BEGIN Information provided

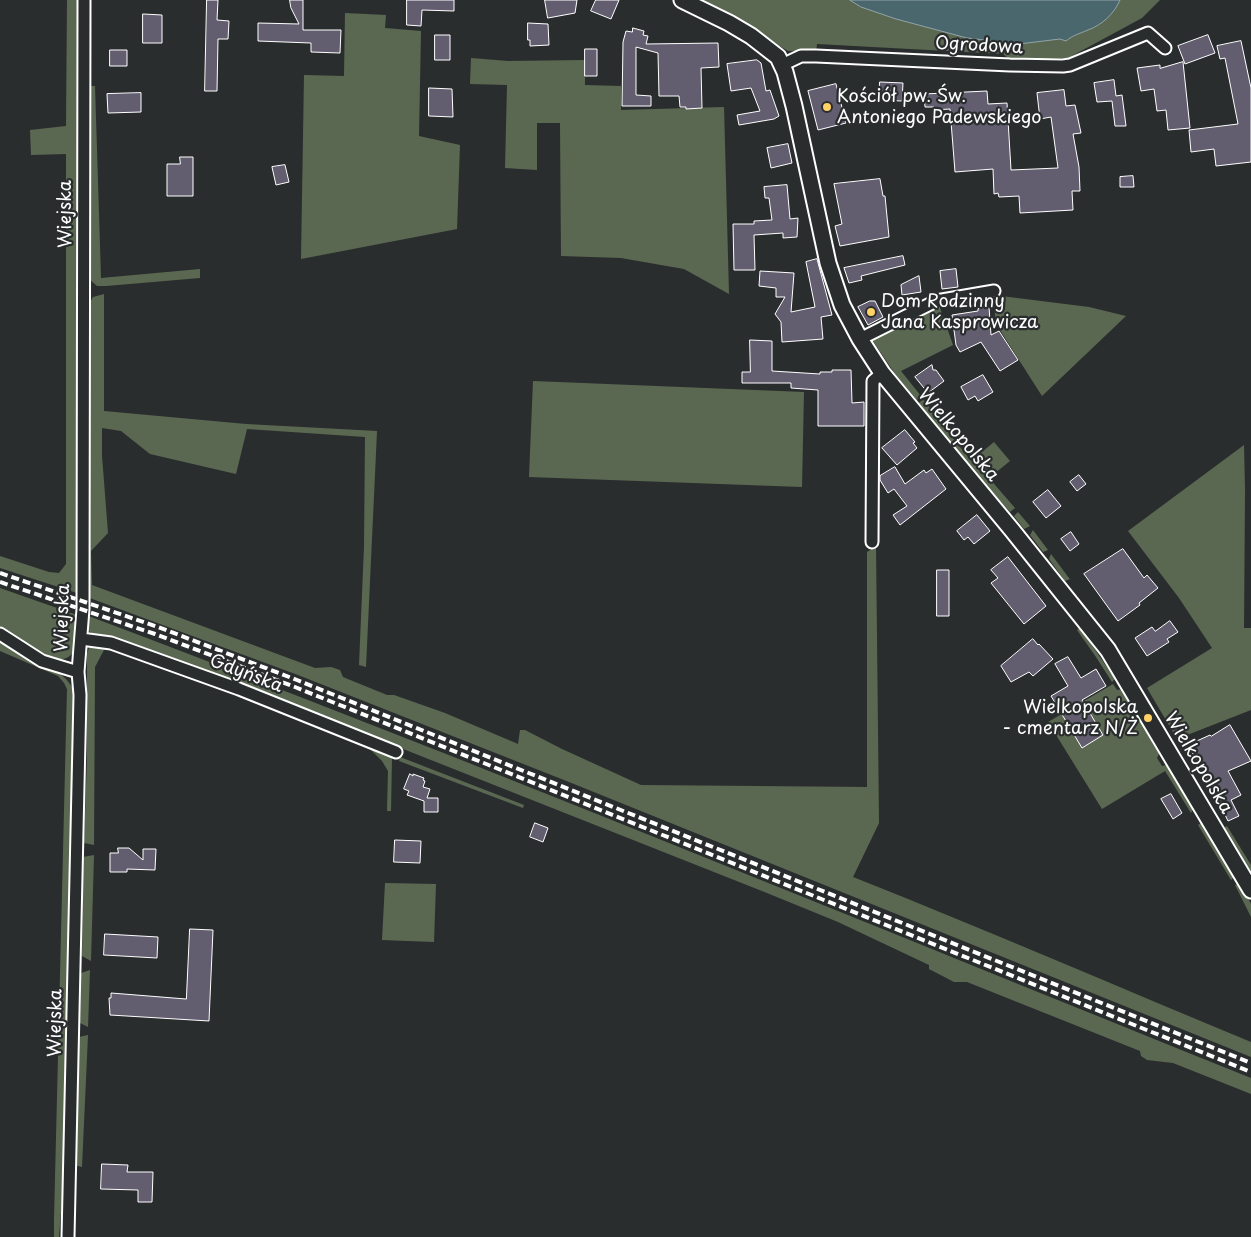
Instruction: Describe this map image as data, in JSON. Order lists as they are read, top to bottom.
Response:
{
  "streets": {
    "street": [
      "Ogrodowa",
      "Wiejska",
      "Wielkopolska",
      "Gdyńska"
    ]
  },
  "crossings": [
    ["Ogrodowa", "Wielkopolska"],
    ["Wiejska", "Gdyńska"]
  ],
  "places": ["Kościół pw. Św. Antoniego Padewskiego", "Dom Rodzinny Jana Kasprowicza", "Wielkopolska - cmentarz N/Ż"]
}
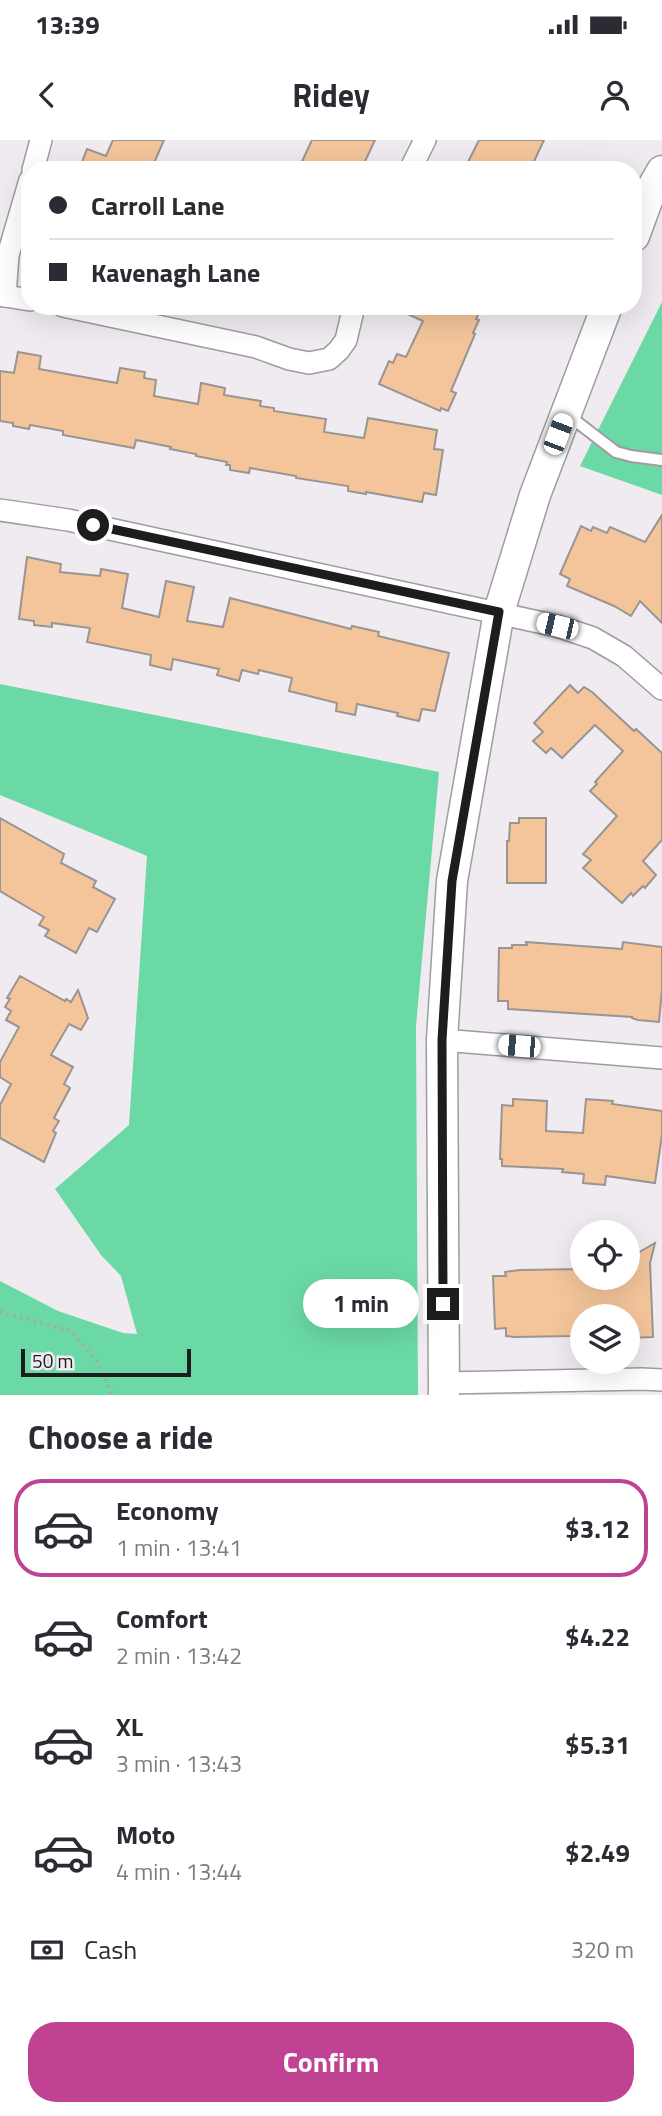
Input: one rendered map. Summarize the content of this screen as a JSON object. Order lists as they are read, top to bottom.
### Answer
{
  "scale_bar": "50 m",
  "page": {
    "status": "13:39",
    "header": "Ridey",
    "banner": ["Carroll Lane", "Kavenagh Lane"],
    "bubble": "1 min",
    "scale": "50 m",
    "heading": "Choose a ride",
    "list": [
      {
        "name": "Economy",
        "note": "1 min · 13:41",
        "value": "$3.12"
      },
      {
        "name": "Comfort",
        "note": "2 min · 13:42",
        "value": "$4.22"
      },
      {
        "name": "XL",
        "note": "3 min · 13:43",
        "value": "$5.31"
      },
      {
        "name": "Moto",
        "note": "4 min · 13:44",
        "value": "$2.49"
      }
    ],
    "pay": ["Cash", "320 m"],
    "buttons": "Confirm"
  }
}
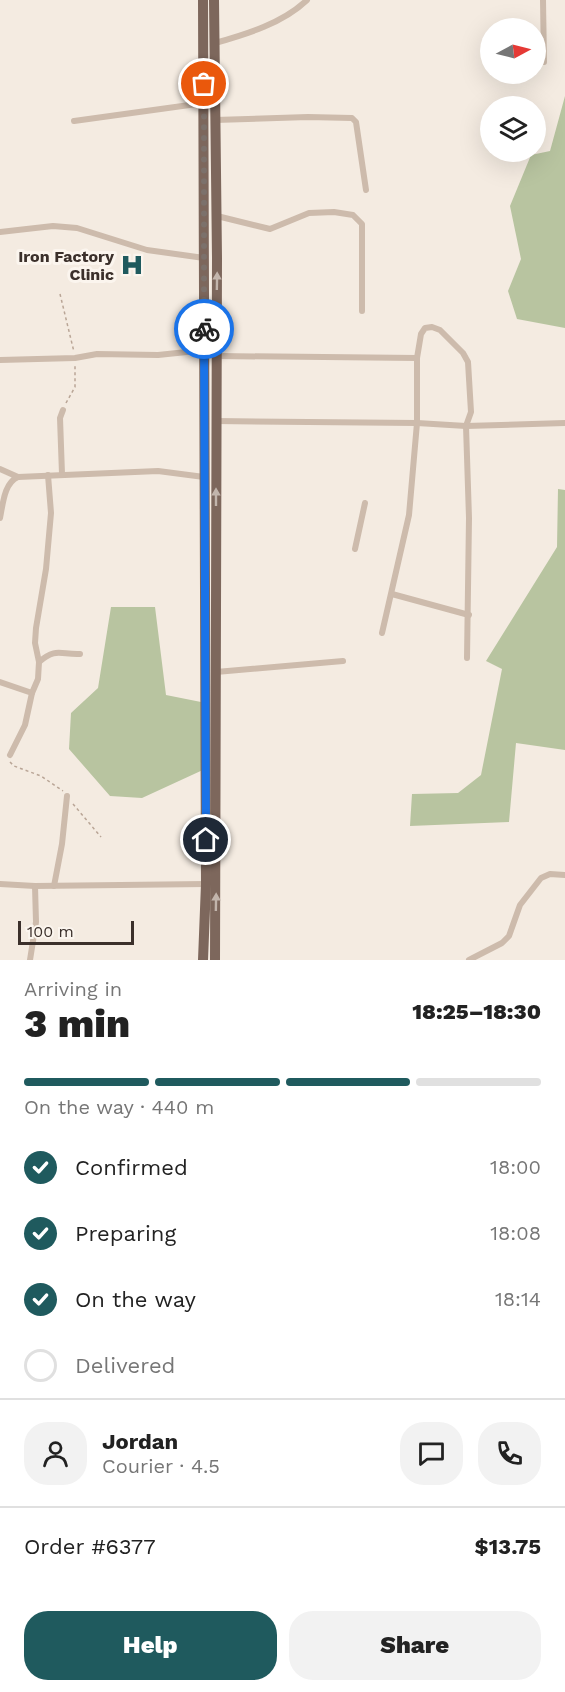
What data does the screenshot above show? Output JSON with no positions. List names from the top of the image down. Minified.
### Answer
{"places":{"hospital":["Iron Factory Clinic"]},"scale_bar":"100 m","north":"right","page":{"scale":"100 m","heading":["3 min","Arriving in","18:25–18:30"],"panel":["Jordan","Courier · 4.5","Order #6377","$13.75"],"bar":"On the way · 440 m","list":[["Confirmed","18:00"],["Preparing","18:08"],["On the way","18:14"],"Delivered"],"buttons":["Help","Share"]}}
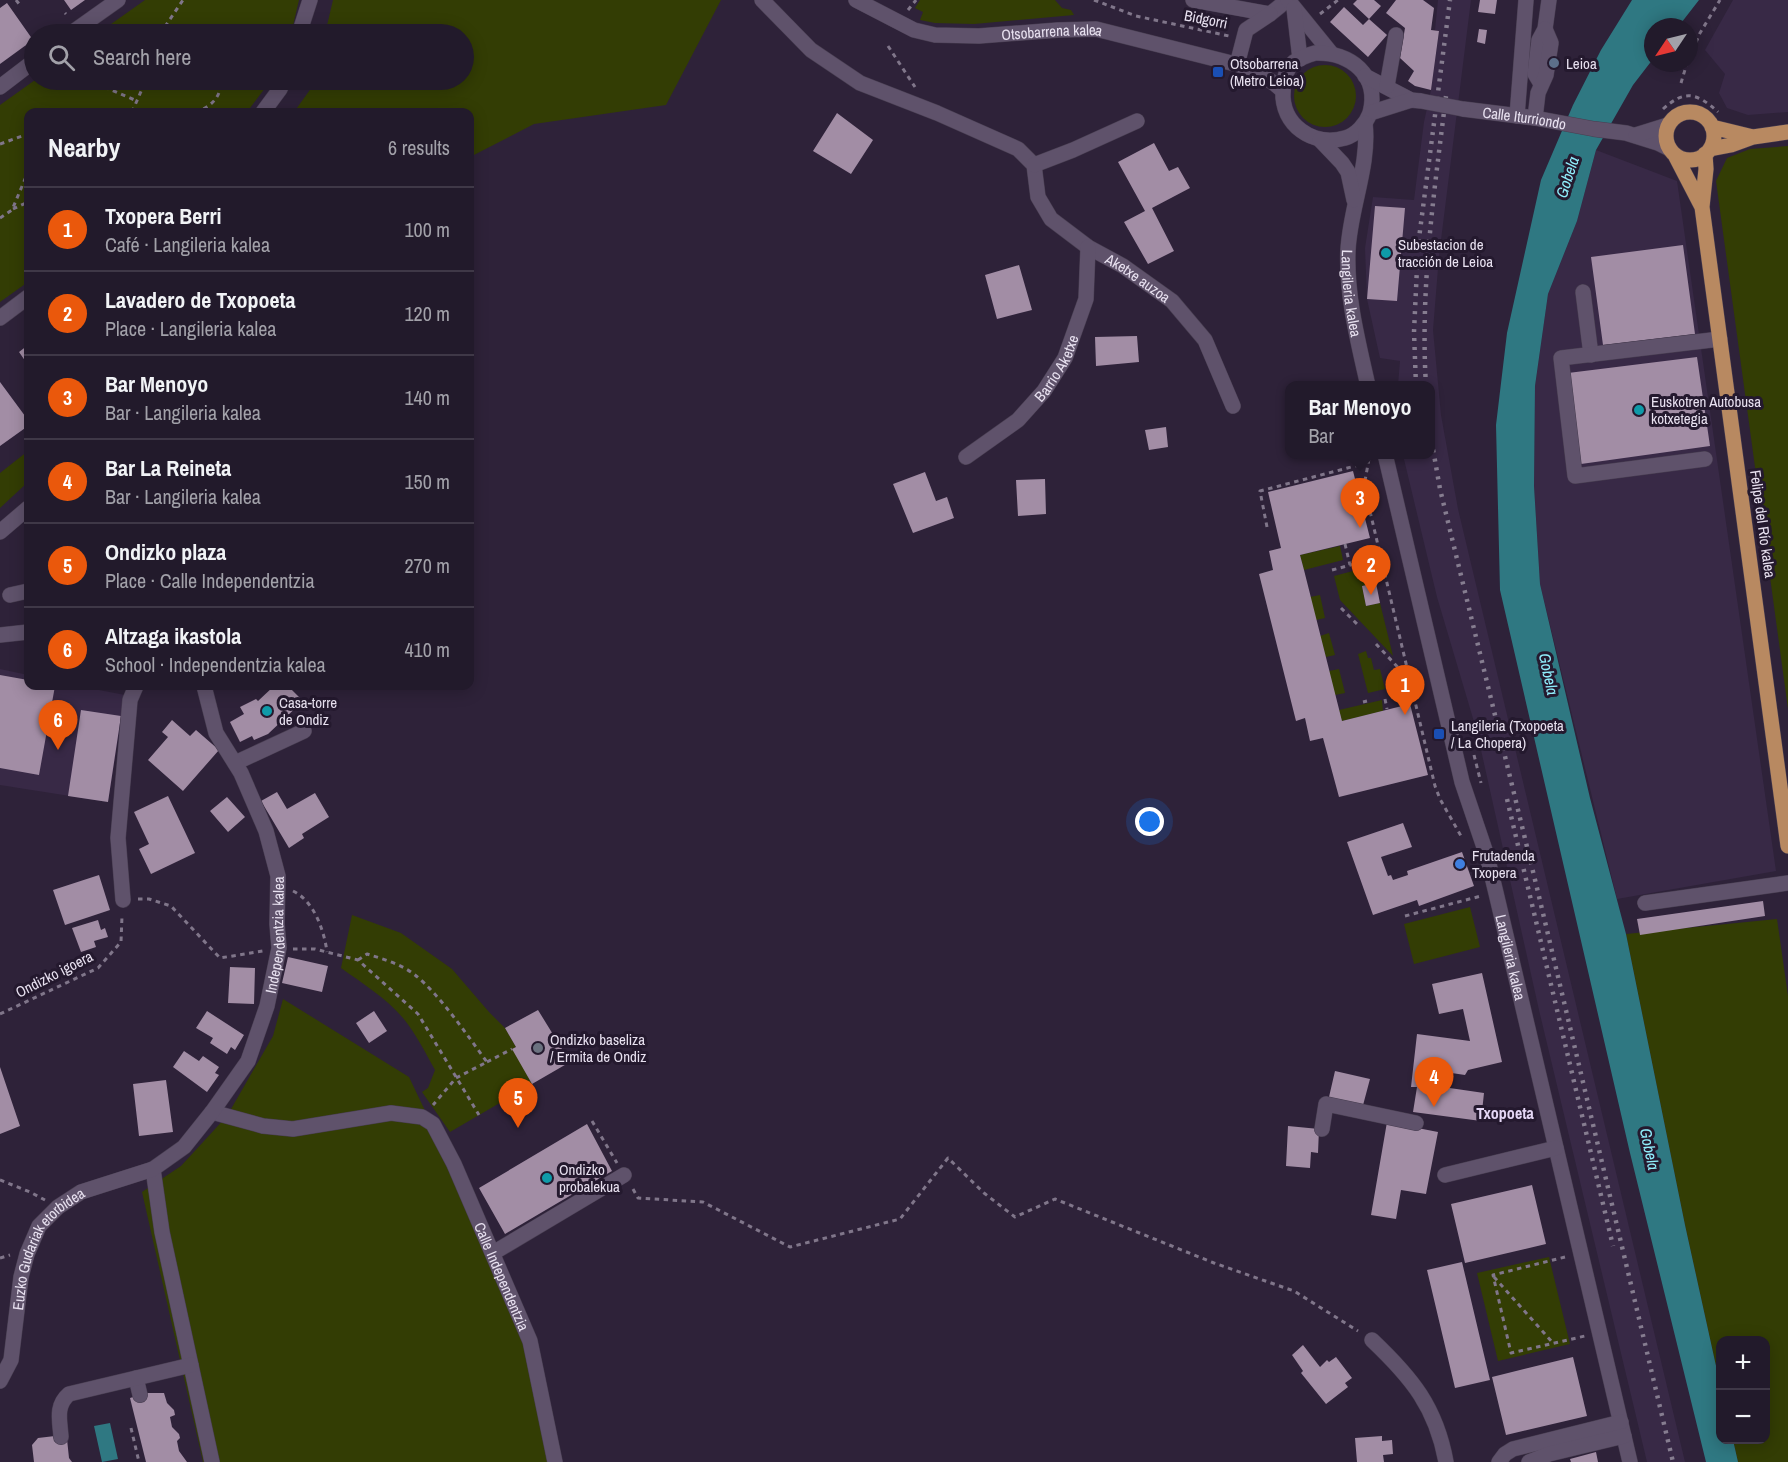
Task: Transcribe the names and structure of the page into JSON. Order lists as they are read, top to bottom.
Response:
{
  "streets": {
    "main road": ["Felipe del Río kalea"],
    "street": [
      "Otsobarrena kalea",
      "Calle Iturriondo",
      "Aketxe auzoa",
      "Langileria kalea",
      "Barrio Aketxe",
      "Independentzia kalea",
      "Euzko Gudariak etorbidea",
      "Calle Independentzia"
    ],
    "path": ["Bidgorri", "Ondizko igoera"]
  },
  "crossings": [
    ["Otsobarrena kalea", "Calle Iturriondo"],
    ["Otsobarrena kalea", "Langileria kalea"],
    ["Calle Iturriondo", "Langileria kalea"],
    ["Calle Iturriondo", "Felipe del Río kalea"],
    ["Aketxe auzoa", "Barrio Aketxe"],
    ["Independentzia kalea", "Euzko Gudariak etorbidea"]
  ],
  "districts": ["Txopoeta"],
  "water": ["Gobela"],
  "places": {
    "other": [
      "Leioa",
      "Subestacion de tracción de Leioa",
      "Euskotren Autobusa kotxetegia",
      "Casa-torre de Ondiz",
      "Frutadenda Txopera",
      "Ondizko baseliza / Ermita de Ondiz",
      "Ondizko probalekua"
    ],
    "transit": ["Otsobarrena (Metro Leioa)", "Langileria (Txopoeta / La Chopera)"]
  },
  "north": "bottom left",
  "page": {
    "search": "Search here",
    "heading": ["Nearby", "6 results"],
    "list": [
      {
        "mark": "1",
        "name": "Txopera Berri",
        "note": "Café · Langileria kalea",
        "value": "100 m"
      },
      {
        "mark": "2",
        "name": "Lavadero de Txopoeta",
        "note": "Place · Langileria kalea",
        "value": "120 m"
      },
      {
        "mark": "3",
        "name": "Bar Menoyo",
        "note": "Bar · Langileria kalea",
        "value": "140 m"
      },
      {
        "mark": "4",
        "name": "Bar La Reineta",
        "note": "Bar · Langileria kalea",
        "value": "150 m"
      },
      {
        "mark": "5",
        "name": "Ondizko plaza",
        "note": "Place · Calle Independentzia",
        "value": "270 m"
      },
      {
        "mark": "6",
        "name": "Altzaga ikastola",
        "note": "School · Independentzia kalea",
        "value": "410 m"
      }
    ],
    "popup": ["Bar Menoyo", "Bar"],
    "pins": [
      "3",
      "2",
      "1",
      "6",
      "4",
      "5"
    ],
    "map_buttons": ["+", "−"]
  }
}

END Information provided

### Problem to solve
The material above is to be set down exactly, with pictures removed.

### Exercise output
Instruction: Describe this map image as data, in JSON. Order lists as they are read, top to bottom.
Response:
{
  "streets": {
    "street": [
      "Ogrodowa",
      "Wiejska",
      "Wielkopolska",
      "Gdyńska"
    ]
  },
  "crossings": [
    ["Ogrodowa", "Wielkopolska"],
    ["Wiejska", "Gdyńska"]
  ],
  "places": ["Kościół pw. Św. Antoniego Padewskiego", "Dom Rodzinny Jana Kasprowicza", "Wielkopolska - cmentarz N/Ż"]
}
Input: one rendered map. Summarize the content of this screen as a JSON object. Order lists as they are read, top to bottom.
### Answer
{
  "scale_bar": "50 m",
  "page": {
    "status": "13:39",
    "header": "Ridey",
    "banner": ["Carroll Lane", "Kavenagh Lane"],
    "bubble": "1 min",
    "scale": "50 m",
    "heading": "Choose a ride",
    "list": [
      {
        "name": "Economy",
        "note": "1 min · 13:41",
        "value": "$3.12"
      },
      {
        "name": "Comfort",
        "note": "2 min · 13:42",
        "value": "$4.22"
      },
      {
        "name": "XL",
        "note": "3 min · 13:43",
        "value": "$5.31"
      },
      {
        "name": "Moto",
        "note": "4 min · 13:44",
        "value": "$2.49"
      }
    ],
    "pay": ["Cash", "320 m"],
    "buttons": "Confirm"
  }
}
What data does the screenshot above show? Output JSON with no positions. List names from the top of the image down. Minified.
### Answer
{"places":{"hospital":["Iron Factory Clinic"]},"scale_bar":"100 m","north":"right","page":{"scale":"100 m","heading":["3 min","Arriving in","18:25–18:30"],"panel":["Jordan","Courier · 4.5","Order #6377","$13.75"],"bar":"On the way · 440 m","list":[["Confirmed","18:00"],["Preparing","18:08"],["On the way","18:14"],"Delivered"],"buttons":["Help","Share"]}}
Task: Transcribe the names and structure of the page into JSON. Order lists as they are read, top to bottom.
Response:
{
  "streets": {
    "main road": ["Felipe del Río kalea"],
    "street": [
      "Otsobarrena kalea",
      "Calle Iturriondo",
      "Aketxe auzoa",
      "Langileria kalea",
      "Barrio Aketxe",
      "Independentzia kalea",
      "Euzko Gudariak etorbidea",
      "Calle Independentzia"
    ],
    "path": ["Bidgorri", "Ondizko igoera"]
  },
  "crossings": [
    ["Otsobarrena kalea", "Calle Iturriondo"],
    ["Otsobarrena kalea", "Langileria kalea"],
    ["Calle Iturriondo", "Langileria kalea"],
    ["Calle Iturriondo", "Felipe del Río kalea"],
    ["Aketxe auzoa", "Barrio Aketxe"],
    ["Independentzia kalea", "Euzko Gudariak etorbidea"]
  ],
  "districts": ["Txopoeta"],
  "water": ["Gobela"],
  "places": {
    "other": [
      "Leioa",
      "Subestacion de tracción de Leioa",
      "Euskotren Autobusa kotxetegia",
      "Casa-torre de Ondiz",
      "Frutadenda Txopera",
      "Ondizko baseliza / Ermita de Ondiz",
      "Ondizko probalekua"
    ],
    "transit": ["Otsobarrena (Metro Leioa)", "Langileria (Txopoeta / La Chopera)"]
  },
  "north": "bottom left",
  "page": {
    "search": "Search here",
    "heading": ["Nearby", "6 results"],
    "list": [
      {
        "mark": "1",
        "name": "Txopera Berri",
        "note": "Café · Langileria kalea",
        "value": "100 m"
      },
      {
        "mark": "2",
        "name": "Lavadero de Txopoeta",
        "note": "Place · Langileria kalea",
        "value": "120 m"
      },
      {
        "mark": "3",
        "name": "Bar Menoyo",
        "note": "Bar · Langileria kalea",
        "value": "140 m"
      },
      {
        "mark": "4",
        "name": "Bar La Reineta",
        "note": "Bar · Langileria kalea",
        "value": "150 m"
      },
      {
        "mark": "5",
        "name": "Ondizko plaza",
        "note": "Place · Calle Independentzia",
        "value": "270 m"
      },
      {
        "mark": "6",
        "name": "Altzaga ikastola",
        "note": "School · Independentzia kalea",
        "value": "410 m"
      }
    ],
    "popup": ["Bar Menoyo", "Bar"],
    "pins": [
      "3",
      "2",
      "1",
      "6",
      "4",
      "5"
    ],
    "map_buttons": ["+", "−"]
  }
}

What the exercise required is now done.